His Celebration of Life was sad at first but ended well as I got to meet his close friends and hear a lot of stories about Jon’s life in California. He had some good friends, a lot of whom were British guys. He used to work at some British Auto shops there in San Luis Obispo and those guys came over to Dena’s house (Jon’s wife) and told some stories and shared some laughs. I wish I could have visited Jon more often. The miles between us made it difficult.
Now, let me ask you something. What if your father wanted to serve his country and joined the Army at the age of 15? What if he knew a war was going on yet joined the Army anyway? What if you knew he was a brave-as-they-come paratrooper who jumped out of those airplanes probably built in the 1940’s? What if he was a decorated Korean War Veteran with a 10 plus year military career? What if your father spent the rest of his life in law enforcement and he was the Chief of Police in not one, but two different cities?
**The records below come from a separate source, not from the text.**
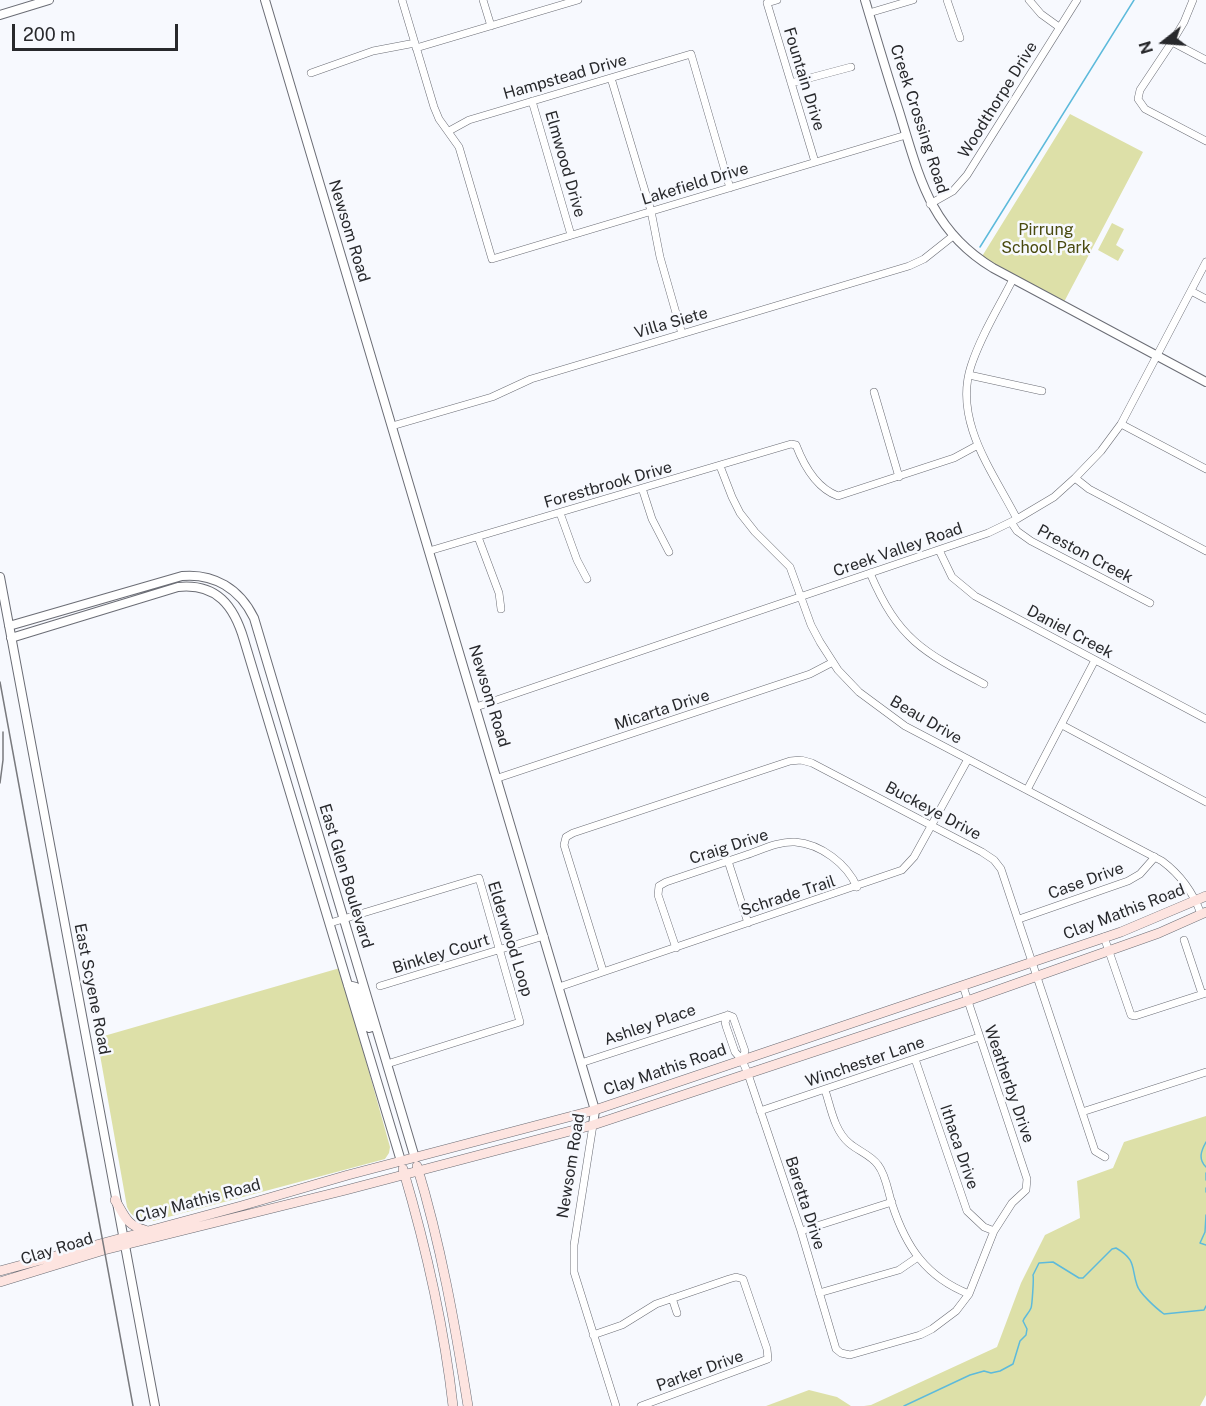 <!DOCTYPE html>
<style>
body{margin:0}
#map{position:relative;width:1206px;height:1406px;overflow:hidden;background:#f7f9fe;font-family:"Public Sans",sans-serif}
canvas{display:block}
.north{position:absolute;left:1134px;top:12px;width:60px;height:60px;-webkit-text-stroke:4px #f7f9fe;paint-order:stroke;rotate:253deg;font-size:16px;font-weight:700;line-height:24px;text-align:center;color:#28292c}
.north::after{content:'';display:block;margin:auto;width:21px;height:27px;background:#28292c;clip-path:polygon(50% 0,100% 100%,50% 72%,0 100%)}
.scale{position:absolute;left:12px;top:24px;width:166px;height:27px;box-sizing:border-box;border:3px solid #28292c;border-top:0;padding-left:8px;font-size:18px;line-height:21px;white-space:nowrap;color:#28292c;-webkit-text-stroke:4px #f7f9fe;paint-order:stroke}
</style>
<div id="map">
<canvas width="1206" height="1406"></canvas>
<div class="north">N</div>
<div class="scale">200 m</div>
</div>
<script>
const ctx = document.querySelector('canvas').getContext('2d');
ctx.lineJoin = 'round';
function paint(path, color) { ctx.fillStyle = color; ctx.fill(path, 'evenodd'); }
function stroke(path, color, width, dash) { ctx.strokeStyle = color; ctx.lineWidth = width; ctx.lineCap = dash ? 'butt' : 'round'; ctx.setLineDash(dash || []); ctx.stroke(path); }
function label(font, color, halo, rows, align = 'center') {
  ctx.font = font + ' "Public Sans",sans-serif'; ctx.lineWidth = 5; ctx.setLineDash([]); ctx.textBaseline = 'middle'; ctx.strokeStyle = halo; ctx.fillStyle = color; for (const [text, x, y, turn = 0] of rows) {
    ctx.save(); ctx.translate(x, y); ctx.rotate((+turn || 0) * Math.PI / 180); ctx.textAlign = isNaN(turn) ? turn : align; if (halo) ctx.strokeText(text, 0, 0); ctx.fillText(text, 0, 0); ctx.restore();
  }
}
const green = new Path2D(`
 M1070,114L1143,152L1064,302L981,258Z
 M1112,223L1124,229L1116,245L1124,250L1118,261L1098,250Z
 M340,968L390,1147L389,1153L385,1159L153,1221C141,1222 132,1218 127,1207L97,1038Z
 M1206,1116V1395L1200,1406H864L871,1405L997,1347L1021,1283L1045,1235L1080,1218L1077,1181L1113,1168L1124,1142Z
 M809,1390L837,1397L851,1406H766Z`);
const stream = new Path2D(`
 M980,247L1134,0
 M1206,1142C1201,1151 1198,1159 1206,1167
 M1206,1173V1180
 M1206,1188V1192
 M1206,1215L1205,1232L1200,1243L1206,1245
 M904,1406L970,1375L984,1371L991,1373L1000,1371L1013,1364L1020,1341L1026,1335L1027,1329L1023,1321C1025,1316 1029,1313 1031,1308C1032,1306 1034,1278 1033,1275L1039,1263L1053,1262L1079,1278H1083L1112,1249L1116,1248C1137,1260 1131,1268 1137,1285C1139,1293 1157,1309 1164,1314L1204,1310L1206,1306`);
const minor = new Path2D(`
 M402,0L434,107L439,119L459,147L492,259L906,135
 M483,0L491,26
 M777,0L767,3L815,162
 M947,0L960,38
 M1029,0L1041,14L1059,27
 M1193,0L1184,22L1172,42L1140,90L1138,99L1145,109L1206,141
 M869,13L913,0
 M1172,42L1206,60
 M416,48L578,0
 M311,73L373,51L415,43
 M611,78L651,211L660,257L682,334
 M791,83L851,67
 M532,101L571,235
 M449,131L469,120L691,54L730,188
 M930,204L953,191L967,175L1077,0
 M1013,279C999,307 981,335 971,366C953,421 993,472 1017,519
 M1191,291L1206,299
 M969,375L1042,391
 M874,392L899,477
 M1121,424L1206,469
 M392,426L492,397L531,379L909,266L924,259L953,236
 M720,466L732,497L740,513L755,532L790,567L811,625L820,642L838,670L859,692L905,726L1162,861C1181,875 1193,892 1201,914
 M1075,478L1089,489L1206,551
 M642,488L652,519L669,552
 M560,513L577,560L587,579
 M1011,522L1017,531L1031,541L1150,603
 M478,537L499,593L501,609
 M939,550L952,577L975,596L1206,719
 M429,551L791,444L796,445C804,466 816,488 838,496L954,458L978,445
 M870,573C898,639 923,652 984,684
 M476,707L988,533L1017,519L1054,497L1075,478L1101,451L1121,424L1206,262
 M1062,725L1206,802
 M498,778L810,674L833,662
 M1027,790L1095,660
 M728,861L748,923
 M1019,919L1128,881L1140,874L1155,857
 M330,923L479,878L520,1022L387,1064
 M1104,937L1131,1015L1135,1016L1206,993
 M1184,940L1202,994
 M676,948L658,895L659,886L666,882C693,873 719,864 746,855C761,850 779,841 795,842C821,844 847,864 857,887
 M603,971L564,845L566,837L573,833L790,761L801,760L812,763L982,852L994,860L1001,869L1095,1151L1105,1157
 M380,986L544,936
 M559,987L902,870L914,857L968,759
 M728,1015L725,1022L726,1026L735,1052L742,1060L748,1074L801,1231L836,1349L841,1353L850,1355L920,1335L932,1329L956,1311L969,1294L994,1231L1012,1203L1026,1190L1027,1179L963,986
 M728,1015L733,1017L745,1051L742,1060
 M915,1059L967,1211L984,1227L994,1231
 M581,1063L728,1015
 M825,1090C831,1108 834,1130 849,1143C858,1151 871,1155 878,1165C886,1175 888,1192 892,1204C906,1247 926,1277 969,1294
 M760,1111L979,1037
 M1082,1112L1206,1072
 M593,1125L574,1245V1272L616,1406
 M801,1231L892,1202
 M819,1293L899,1270L918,1257
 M672,1298L677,1313
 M593,1335L622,1325L656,1304L729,1279L736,1277L743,1279L767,1349L768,1359L641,1406`);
const tertiary = new Path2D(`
 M265,0L595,1110L593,1125
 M865,0C876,37 887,74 899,111C919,176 930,230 993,268L1206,382
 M0,15L49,0
 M0,577L155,1406
 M9,626L182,576C214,573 240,589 254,618L415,1158
 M11,638L178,587C217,583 234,606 244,640L401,1161
 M348,985L356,987L369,1028L375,1026`);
const secondary = new Path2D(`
 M417,1166C441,1245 455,1325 468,1406
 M403,1169C426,1247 444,1326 453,1406
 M115,1200C125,1216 126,1225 145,1230
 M0,1271L241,1206L348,1175L595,1110L1121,932L1206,896
 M0,1282L104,1250L346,1190L593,1125L967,1001L1159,933L1206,912`);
const rail = new Path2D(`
 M0,682L133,1406
 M0,783L3,760V732`);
const streetNames = [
 ["Hampstead Drive",565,77,-16],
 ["Fountain Drive",804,79,73],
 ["Woodthorpe Drive",998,100,-58],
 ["Creek Crossing Road",919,119,72],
 ["Elmwood Drive",565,164,74],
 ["Lakefield Drive",695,184,-17],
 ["Newsom Road",349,231,73],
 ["Villa Siete",671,323,-16],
 ["Forestbrook Drive",608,485,-16],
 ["Creek Valley Road",898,550,-19],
 ["Preston Creek",1085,554,28],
 ["Daniel Creek",1070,632,28],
 ["Newsom Road",489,696,73],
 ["Micarta Drive",662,710,-18],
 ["Beau Drive",926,720,30],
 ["Buckeye Drive",933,811,28],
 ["Craig Drive",729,847,-18],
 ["East Glen Boulevard",346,876,73],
 ["Case Drive",1086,881,-20],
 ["Schrade Trail",788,896,-18],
 ["Clay Mathis Road",1124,912,-21],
 ["Elderwood Loop",510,939,73],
 ["Binkley Court",441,954,-17],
 ["East Scyene Road",92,989,79],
 ["Ashley Place",650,1025,-19],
 ["Winchester Lane",865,1062,-19],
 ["Clay Mathis Road",665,1070,-19],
 ["Weatherby Drive",1009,1084,71],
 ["Ithaca Drive",959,1147,71],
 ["Newsom Road",571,1166,-81],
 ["Clay Mathis Road",198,1201,-15],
 ["Baretta Drive",805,1203,72],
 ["Clay Road",57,1249,-17],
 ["Parker Drive",700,1371,-20]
];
const parkNames = [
 ["Pirrung",1046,230],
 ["School Park",1046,248]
];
paint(green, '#dde0a8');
stroke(stream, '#5dbadb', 1.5);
stroke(minor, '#6b6d75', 8);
stroke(tertiary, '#6b6d75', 10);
stroke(secondary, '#6b6d75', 10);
stroke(minor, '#fff', 7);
stroke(tertiary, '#fff', 8);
stroke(secondary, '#fde4e0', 9);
stroke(rail, '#797a7e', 1.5);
label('16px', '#28292c', '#f7f9fe', streetNames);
label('16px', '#494a0f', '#f7f9fe', parkNames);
</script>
Finally, what if you knew he was a dedicated family man and loved his children, even a son that he never knew?
Let me ask you. If you were his son, wouldn’t you be proud to bear his surname of Allison? I have a Bachelor of Arts in Criminal Justice that I earned at age 60 in honor of him and his dedication to his career in law enforcement. Today, I have the honor and privilege of bearing his last name once again. I am the son of an American hero. Why shouldn’t I be proud of that? Now you know why I changed my name back to Richard Mark Allison. The universe has been restored to its former glory.